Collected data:
##########

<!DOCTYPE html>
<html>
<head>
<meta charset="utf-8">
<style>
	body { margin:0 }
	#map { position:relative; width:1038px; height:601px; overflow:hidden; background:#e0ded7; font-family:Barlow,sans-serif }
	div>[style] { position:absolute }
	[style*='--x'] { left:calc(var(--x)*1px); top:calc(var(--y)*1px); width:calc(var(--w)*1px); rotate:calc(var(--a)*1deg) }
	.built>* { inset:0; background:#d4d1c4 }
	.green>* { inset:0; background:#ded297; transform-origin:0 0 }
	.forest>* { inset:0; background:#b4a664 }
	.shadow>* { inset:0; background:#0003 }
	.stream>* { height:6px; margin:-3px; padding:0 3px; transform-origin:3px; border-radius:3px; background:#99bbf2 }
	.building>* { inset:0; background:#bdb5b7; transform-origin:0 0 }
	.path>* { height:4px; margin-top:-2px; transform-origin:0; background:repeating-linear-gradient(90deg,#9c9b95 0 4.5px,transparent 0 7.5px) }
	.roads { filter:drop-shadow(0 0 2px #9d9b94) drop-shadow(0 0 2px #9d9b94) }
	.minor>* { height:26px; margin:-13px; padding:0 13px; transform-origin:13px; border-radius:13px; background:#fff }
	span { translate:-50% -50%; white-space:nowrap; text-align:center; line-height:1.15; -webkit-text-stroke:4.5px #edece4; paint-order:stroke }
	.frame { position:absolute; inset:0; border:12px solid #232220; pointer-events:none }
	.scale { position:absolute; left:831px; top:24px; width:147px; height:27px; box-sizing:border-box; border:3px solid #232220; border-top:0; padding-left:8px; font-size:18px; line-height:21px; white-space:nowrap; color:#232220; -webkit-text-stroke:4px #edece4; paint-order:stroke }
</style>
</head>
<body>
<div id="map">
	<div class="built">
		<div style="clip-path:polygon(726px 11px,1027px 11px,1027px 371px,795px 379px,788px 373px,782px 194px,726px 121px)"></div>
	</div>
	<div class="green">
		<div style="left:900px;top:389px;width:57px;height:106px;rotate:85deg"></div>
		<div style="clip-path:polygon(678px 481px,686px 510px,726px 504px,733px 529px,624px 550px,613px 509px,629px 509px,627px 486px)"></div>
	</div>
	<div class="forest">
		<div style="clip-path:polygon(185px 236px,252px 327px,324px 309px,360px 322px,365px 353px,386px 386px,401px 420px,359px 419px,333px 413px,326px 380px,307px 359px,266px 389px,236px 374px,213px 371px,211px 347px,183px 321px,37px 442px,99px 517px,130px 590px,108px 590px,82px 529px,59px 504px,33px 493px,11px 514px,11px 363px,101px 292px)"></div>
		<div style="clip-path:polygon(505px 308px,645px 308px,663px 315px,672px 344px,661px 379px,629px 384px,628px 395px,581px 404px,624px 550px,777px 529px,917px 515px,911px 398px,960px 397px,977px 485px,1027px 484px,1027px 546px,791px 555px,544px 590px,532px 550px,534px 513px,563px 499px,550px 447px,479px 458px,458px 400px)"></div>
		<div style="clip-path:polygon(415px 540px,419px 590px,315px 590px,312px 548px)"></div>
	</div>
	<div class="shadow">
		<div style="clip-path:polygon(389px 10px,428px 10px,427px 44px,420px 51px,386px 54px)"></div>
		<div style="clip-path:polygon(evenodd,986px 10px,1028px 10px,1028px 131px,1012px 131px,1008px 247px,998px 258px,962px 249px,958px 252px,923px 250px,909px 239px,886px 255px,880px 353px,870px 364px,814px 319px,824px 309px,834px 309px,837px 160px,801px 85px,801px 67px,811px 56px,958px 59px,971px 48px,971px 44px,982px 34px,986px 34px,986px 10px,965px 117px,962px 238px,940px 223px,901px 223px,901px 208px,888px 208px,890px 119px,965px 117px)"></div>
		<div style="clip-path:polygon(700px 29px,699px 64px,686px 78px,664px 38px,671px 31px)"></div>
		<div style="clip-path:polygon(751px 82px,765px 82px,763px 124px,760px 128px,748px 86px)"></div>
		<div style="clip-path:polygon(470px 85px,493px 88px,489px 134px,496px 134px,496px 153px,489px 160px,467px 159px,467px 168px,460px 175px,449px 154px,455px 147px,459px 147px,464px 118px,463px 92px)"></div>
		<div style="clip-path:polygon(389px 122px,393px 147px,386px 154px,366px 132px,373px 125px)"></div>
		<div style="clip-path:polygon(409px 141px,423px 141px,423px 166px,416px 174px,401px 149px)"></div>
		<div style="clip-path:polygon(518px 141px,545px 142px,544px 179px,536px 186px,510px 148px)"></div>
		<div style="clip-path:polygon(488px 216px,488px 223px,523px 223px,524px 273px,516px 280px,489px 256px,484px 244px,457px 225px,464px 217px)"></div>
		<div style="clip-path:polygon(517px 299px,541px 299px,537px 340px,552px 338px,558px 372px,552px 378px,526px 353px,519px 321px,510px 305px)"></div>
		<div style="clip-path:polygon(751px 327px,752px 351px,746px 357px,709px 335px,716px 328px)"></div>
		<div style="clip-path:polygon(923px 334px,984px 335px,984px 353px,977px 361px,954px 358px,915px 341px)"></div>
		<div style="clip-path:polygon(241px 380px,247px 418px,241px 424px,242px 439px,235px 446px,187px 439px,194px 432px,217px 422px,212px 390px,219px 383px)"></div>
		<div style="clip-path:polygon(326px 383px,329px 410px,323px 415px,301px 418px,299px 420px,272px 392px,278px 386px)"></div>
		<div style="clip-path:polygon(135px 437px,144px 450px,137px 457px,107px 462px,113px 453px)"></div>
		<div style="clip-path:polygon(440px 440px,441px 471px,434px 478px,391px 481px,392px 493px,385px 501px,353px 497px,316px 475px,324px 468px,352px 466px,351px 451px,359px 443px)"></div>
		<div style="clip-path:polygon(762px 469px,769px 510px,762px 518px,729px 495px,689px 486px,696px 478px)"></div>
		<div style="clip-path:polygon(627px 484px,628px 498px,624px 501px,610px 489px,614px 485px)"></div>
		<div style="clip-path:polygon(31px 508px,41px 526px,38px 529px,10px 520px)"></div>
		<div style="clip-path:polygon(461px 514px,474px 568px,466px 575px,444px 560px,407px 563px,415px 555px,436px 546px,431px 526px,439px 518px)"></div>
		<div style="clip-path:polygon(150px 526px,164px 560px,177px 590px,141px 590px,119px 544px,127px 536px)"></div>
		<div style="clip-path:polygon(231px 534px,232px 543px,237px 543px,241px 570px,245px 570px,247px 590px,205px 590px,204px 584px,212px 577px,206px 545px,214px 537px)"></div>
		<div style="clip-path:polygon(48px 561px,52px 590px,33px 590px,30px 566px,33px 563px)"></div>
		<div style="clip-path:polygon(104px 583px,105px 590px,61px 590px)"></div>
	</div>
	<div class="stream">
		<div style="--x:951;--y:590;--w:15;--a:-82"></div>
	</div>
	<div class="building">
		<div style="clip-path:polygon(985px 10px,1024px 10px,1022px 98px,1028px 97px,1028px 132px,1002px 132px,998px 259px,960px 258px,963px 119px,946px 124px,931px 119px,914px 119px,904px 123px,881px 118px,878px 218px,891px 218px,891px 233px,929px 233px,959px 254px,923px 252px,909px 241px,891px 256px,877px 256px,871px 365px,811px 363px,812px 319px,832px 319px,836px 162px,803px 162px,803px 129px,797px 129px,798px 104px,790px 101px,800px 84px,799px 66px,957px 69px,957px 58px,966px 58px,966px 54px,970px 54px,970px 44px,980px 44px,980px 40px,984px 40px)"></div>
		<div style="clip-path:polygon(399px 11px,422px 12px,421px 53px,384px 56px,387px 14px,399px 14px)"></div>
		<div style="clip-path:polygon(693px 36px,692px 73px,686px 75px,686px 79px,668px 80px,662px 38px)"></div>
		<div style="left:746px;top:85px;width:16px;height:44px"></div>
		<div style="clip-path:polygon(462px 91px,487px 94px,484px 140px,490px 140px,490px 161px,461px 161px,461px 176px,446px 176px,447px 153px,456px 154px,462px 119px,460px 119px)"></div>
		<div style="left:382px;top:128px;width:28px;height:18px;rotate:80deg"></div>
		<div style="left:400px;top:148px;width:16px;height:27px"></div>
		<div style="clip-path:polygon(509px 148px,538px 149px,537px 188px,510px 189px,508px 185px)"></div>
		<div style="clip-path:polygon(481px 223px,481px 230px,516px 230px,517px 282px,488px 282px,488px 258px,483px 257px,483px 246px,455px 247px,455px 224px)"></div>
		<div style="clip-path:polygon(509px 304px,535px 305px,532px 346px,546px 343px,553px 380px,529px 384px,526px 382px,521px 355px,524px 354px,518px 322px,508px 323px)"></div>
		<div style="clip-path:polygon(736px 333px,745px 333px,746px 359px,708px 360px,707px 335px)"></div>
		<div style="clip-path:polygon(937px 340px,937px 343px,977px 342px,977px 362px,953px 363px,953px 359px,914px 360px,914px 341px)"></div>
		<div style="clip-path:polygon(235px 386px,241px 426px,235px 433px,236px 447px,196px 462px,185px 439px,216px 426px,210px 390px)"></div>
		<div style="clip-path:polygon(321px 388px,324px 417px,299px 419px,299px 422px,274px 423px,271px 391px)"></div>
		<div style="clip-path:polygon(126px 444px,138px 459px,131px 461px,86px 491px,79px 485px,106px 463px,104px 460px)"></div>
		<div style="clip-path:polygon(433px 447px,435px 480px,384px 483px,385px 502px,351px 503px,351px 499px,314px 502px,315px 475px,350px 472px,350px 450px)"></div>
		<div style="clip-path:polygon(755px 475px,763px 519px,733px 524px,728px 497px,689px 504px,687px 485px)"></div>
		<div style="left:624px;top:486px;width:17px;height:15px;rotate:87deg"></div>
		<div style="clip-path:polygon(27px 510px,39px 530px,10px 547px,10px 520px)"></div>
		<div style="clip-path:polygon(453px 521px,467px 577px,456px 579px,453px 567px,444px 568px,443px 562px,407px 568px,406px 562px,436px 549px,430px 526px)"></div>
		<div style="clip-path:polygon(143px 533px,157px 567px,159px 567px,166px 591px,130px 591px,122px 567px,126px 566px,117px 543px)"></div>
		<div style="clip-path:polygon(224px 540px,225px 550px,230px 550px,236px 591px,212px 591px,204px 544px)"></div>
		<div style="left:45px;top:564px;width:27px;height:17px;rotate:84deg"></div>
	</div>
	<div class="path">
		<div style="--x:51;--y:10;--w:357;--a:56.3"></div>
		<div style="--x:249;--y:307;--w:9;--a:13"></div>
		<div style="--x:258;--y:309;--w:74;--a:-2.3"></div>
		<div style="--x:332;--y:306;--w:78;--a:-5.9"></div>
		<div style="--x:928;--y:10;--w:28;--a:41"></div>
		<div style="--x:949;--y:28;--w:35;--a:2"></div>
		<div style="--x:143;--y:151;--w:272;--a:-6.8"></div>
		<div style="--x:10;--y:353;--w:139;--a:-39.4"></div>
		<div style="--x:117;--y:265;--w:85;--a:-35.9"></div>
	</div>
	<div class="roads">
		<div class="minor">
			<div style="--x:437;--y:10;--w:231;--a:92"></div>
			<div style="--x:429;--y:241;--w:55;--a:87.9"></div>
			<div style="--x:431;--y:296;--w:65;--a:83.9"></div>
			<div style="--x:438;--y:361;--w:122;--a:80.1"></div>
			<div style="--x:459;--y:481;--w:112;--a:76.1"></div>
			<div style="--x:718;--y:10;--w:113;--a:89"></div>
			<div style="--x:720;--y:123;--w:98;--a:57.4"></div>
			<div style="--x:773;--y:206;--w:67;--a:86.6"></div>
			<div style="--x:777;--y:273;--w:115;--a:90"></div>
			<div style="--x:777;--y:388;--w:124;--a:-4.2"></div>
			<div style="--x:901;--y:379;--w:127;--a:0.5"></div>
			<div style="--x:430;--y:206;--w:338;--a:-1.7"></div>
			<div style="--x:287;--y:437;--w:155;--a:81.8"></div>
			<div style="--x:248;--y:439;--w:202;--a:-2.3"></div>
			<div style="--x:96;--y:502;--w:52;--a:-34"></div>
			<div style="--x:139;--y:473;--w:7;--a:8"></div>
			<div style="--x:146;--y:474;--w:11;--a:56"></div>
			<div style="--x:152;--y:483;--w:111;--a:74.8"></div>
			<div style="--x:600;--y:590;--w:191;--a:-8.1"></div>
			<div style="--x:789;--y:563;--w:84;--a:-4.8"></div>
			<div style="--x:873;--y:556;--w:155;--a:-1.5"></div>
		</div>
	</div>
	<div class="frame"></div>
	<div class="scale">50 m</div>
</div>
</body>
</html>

##########

Taking the line with "inset:0; background:#bdb5b7; transform-origin:0" as the first and the line with "translate:-50% -50%; white-space:nowrap;" as the last, retype that stretch of the data above exactly, with no other lines.

> Solution to this task
	.building>* { inset:0; background:#bdb5b7; transform-origin:0 0 }
	.path>* { height:4px; margin-top:-2px; transform-origin:0; background:repeating-linear-gradient(90deg,#9c9b95 0 4.5px,transparent 0 7.5px) }
	.roads { filter:drop-shadow(0 0 2px #9d9b94) drop-shadow(0 0 2px #9d9b94) }
	.minor>* { height:26px; margin:-13px; padding:0 13px; transform-origin:13px; border-radius:13px; background:#fff }
	span { translate:-50% -50%; white-space:nowrap; text-align:center; line-height:1.15; -webkit-text-stroke:4.5px #edece4; paint-order:stroke }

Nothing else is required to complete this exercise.